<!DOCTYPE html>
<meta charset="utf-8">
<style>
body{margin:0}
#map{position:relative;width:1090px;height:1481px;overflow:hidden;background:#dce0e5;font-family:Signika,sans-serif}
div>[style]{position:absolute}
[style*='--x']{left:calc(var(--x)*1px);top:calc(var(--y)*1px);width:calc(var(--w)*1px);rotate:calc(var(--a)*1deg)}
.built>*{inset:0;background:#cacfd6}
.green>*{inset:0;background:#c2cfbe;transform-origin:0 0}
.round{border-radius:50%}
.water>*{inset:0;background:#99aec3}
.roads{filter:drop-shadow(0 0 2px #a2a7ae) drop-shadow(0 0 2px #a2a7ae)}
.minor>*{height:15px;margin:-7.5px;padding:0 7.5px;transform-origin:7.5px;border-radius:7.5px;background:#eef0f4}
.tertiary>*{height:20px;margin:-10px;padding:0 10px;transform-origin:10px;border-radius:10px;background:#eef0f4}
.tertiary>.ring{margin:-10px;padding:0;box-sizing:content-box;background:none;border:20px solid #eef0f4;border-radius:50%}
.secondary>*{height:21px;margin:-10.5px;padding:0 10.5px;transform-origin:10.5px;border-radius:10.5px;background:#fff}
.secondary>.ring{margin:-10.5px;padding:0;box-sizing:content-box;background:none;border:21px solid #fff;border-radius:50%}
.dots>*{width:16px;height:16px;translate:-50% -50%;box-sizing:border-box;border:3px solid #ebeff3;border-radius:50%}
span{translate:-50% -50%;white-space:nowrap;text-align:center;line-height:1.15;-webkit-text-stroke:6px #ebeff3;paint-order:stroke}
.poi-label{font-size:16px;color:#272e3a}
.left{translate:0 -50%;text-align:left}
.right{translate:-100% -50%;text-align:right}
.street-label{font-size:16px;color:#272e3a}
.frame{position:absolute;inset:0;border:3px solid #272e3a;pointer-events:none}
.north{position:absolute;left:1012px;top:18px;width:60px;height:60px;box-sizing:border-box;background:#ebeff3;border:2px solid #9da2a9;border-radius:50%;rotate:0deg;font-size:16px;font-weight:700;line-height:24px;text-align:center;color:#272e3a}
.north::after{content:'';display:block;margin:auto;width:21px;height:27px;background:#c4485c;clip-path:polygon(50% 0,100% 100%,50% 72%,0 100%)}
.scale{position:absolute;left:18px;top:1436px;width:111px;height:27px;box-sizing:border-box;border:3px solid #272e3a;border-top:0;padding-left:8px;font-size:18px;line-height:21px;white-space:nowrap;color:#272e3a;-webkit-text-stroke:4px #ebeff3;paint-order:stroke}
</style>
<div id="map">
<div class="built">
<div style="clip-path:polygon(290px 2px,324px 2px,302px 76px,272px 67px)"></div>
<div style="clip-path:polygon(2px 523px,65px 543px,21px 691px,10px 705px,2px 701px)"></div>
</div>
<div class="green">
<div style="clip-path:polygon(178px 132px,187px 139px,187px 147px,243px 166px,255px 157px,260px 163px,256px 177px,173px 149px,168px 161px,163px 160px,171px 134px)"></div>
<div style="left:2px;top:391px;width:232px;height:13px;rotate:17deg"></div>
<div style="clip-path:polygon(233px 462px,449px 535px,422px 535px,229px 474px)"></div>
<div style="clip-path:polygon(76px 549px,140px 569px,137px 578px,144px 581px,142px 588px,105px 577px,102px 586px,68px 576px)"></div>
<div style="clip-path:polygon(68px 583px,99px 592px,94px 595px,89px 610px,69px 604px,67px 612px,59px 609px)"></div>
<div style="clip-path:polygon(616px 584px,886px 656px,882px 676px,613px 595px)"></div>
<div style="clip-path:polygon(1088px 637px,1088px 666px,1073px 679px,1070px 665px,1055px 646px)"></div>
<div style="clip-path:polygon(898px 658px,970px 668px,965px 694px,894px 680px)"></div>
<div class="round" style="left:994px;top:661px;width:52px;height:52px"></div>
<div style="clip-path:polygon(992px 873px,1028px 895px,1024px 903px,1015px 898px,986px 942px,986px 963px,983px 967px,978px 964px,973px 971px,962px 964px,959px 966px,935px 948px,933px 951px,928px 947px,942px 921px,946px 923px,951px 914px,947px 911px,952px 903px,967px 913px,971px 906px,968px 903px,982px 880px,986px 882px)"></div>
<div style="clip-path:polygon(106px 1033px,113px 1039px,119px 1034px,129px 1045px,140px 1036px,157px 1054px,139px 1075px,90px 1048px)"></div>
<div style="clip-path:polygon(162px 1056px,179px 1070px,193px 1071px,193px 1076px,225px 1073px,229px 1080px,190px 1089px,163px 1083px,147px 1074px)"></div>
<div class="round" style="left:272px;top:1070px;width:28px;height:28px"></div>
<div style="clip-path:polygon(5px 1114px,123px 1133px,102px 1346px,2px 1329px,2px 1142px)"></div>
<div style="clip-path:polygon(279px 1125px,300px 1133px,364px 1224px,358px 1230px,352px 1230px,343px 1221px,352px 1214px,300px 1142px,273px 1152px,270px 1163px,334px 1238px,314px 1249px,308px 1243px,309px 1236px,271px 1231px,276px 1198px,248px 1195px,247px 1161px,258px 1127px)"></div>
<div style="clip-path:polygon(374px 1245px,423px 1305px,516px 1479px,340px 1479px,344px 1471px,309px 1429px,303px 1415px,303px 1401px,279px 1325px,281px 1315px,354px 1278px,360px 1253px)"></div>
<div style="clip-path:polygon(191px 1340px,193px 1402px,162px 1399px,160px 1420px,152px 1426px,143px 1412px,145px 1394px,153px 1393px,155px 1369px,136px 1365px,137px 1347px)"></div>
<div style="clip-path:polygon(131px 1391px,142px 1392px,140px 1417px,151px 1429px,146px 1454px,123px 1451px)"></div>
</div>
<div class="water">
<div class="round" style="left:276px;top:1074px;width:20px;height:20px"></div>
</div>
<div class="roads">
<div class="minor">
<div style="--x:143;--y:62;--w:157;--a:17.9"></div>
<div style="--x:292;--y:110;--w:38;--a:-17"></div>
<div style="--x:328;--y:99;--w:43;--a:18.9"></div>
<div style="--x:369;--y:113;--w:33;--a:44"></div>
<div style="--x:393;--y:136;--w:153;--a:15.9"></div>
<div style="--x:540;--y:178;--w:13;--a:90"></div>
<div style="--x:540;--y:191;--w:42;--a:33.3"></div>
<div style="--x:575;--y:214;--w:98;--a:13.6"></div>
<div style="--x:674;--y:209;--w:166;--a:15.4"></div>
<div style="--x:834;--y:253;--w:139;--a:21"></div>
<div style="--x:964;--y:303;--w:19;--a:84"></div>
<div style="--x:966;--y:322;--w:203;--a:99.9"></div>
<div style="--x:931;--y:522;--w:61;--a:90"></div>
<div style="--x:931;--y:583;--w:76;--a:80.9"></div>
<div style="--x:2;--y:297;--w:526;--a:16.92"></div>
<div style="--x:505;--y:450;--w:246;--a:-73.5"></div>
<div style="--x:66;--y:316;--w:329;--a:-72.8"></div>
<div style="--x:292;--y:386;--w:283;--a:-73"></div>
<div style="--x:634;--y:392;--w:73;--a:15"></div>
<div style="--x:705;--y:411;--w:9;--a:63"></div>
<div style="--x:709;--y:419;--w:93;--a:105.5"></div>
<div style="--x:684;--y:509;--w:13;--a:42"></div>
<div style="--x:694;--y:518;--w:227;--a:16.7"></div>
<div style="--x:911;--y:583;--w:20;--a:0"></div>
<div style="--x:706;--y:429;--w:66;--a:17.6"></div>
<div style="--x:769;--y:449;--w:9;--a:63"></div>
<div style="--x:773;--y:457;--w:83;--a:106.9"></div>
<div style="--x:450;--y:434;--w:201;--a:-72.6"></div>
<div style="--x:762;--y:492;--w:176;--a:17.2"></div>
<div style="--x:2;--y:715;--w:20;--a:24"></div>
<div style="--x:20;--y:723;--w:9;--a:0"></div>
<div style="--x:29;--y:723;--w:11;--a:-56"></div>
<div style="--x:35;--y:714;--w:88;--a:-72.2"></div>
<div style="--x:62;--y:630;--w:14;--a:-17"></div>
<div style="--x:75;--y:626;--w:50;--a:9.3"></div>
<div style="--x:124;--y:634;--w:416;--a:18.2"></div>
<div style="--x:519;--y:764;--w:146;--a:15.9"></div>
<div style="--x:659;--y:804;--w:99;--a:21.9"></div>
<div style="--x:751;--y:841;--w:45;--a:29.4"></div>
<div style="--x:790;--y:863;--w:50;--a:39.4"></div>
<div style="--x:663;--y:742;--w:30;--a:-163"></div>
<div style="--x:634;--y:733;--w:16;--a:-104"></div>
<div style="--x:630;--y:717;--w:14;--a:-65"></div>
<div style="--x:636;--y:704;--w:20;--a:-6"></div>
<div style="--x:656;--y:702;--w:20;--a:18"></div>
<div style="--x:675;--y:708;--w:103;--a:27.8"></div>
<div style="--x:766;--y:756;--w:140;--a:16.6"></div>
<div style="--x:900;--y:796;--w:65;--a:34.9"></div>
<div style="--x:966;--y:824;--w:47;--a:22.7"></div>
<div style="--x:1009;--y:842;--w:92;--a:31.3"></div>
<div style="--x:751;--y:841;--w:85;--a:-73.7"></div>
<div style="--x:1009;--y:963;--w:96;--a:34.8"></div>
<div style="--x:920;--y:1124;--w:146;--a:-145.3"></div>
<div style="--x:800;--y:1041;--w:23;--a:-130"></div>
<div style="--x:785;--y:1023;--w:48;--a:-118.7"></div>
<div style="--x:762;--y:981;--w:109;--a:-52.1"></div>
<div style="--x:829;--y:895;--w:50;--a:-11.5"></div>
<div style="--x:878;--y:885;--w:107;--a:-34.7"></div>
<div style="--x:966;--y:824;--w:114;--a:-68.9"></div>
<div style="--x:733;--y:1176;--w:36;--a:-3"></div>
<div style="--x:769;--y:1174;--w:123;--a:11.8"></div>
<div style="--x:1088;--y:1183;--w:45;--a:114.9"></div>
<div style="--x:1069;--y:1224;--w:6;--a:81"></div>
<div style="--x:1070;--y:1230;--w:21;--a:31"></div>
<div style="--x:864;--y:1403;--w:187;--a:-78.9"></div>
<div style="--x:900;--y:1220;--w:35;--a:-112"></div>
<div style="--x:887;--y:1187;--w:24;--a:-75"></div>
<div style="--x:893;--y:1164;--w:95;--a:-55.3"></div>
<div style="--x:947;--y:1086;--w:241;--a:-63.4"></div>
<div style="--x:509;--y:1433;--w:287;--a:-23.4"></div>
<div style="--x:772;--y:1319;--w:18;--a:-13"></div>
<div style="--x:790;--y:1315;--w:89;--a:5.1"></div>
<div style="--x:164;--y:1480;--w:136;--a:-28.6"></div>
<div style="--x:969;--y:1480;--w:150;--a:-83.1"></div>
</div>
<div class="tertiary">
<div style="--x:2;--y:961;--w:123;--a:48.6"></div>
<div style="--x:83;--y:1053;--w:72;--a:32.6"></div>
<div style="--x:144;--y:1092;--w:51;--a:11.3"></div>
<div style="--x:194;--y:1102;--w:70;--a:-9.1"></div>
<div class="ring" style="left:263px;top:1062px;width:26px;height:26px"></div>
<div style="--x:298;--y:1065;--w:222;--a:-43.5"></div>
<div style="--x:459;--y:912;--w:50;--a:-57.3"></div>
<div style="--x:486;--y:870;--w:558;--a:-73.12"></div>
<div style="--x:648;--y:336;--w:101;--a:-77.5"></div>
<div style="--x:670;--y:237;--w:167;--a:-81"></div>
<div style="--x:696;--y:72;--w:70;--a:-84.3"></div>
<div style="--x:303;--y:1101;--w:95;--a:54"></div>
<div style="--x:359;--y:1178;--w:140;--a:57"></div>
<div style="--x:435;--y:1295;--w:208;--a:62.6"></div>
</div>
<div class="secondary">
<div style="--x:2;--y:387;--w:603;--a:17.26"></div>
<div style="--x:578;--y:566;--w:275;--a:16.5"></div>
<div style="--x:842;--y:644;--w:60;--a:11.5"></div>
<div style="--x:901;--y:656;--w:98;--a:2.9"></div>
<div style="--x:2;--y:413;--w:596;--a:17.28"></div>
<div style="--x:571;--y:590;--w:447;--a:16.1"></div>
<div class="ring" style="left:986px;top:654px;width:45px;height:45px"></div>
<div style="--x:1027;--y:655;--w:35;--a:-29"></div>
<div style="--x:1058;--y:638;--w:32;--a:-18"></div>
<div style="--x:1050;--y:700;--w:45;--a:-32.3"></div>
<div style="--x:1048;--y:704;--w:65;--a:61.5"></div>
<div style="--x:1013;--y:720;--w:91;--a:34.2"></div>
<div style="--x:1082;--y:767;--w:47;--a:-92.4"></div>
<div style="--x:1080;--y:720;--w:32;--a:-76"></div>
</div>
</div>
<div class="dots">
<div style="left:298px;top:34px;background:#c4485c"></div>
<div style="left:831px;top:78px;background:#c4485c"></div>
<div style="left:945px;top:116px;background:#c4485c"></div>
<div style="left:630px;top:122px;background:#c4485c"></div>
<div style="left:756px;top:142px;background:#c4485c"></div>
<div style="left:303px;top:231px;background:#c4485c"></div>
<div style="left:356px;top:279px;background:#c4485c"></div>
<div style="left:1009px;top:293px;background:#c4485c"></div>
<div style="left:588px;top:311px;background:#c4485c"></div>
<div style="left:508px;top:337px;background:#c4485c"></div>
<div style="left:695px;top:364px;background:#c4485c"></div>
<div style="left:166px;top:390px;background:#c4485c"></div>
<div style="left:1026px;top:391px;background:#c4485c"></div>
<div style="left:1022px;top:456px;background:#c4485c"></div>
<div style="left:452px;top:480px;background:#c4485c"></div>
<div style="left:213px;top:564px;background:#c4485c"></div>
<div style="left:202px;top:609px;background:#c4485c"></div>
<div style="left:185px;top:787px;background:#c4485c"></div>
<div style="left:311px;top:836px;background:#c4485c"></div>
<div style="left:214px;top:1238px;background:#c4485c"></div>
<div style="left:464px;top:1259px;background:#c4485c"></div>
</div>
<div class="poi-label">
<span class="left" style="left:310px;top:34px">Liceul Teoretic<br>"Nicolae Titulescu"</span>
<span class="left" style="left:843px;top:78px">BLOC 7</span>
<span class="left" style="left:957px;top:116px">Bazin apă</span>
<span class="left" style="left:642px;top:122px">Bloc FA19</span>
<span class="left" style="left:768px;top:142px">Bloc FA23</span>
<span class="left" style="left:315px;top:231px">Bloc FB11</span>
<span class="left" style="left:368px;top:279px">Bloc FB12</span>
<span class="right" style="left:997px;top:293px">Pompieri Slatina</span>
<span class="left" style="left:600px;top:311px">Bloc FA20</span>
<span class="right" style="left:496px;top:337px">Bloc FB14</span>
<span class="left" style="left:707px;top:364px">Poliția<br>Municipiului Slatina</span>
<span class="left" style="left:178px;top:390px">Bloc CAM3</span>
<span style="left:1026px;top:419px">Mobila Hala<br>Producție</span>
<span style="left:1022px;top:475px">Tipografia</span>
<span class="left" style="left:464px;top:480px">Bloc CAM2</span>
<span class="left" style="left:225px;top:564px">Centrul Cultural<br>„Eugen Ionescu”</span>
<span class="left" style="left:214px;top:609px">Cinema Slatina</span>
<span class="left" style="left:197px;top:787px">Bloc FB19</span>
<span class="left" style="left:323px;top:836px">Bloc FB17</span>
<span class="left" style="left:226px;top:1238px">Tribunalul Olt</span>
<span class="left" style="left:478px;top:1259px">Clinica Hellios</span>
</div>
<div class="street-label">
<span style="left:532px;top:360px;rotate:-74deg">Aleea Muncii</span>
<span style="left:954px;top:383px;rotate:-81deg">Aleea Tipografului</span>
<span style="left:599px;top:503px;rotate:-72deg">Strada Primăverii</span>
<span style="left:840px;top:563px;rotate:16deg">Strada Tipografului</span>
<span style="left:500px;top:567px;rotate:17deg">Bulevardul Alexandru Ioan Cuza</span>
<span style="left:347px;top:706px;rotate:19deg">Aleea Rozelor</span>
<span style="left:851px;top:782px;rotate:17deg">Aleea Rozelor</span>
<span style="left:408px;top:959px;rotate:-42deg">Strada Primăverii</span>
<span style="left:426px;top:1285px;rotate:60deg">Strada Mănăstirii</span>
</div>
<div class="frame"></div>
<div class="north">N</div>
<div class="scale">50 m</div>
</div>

=======

DIRECTIONS FOR THIS TASK ::
Whenever a line above includes "green", copy it in full.

EXERCISE OUTPUT ::
.green>*{inset:0;background:#c2cfbe;transform-origin:0 0}
<div class="green">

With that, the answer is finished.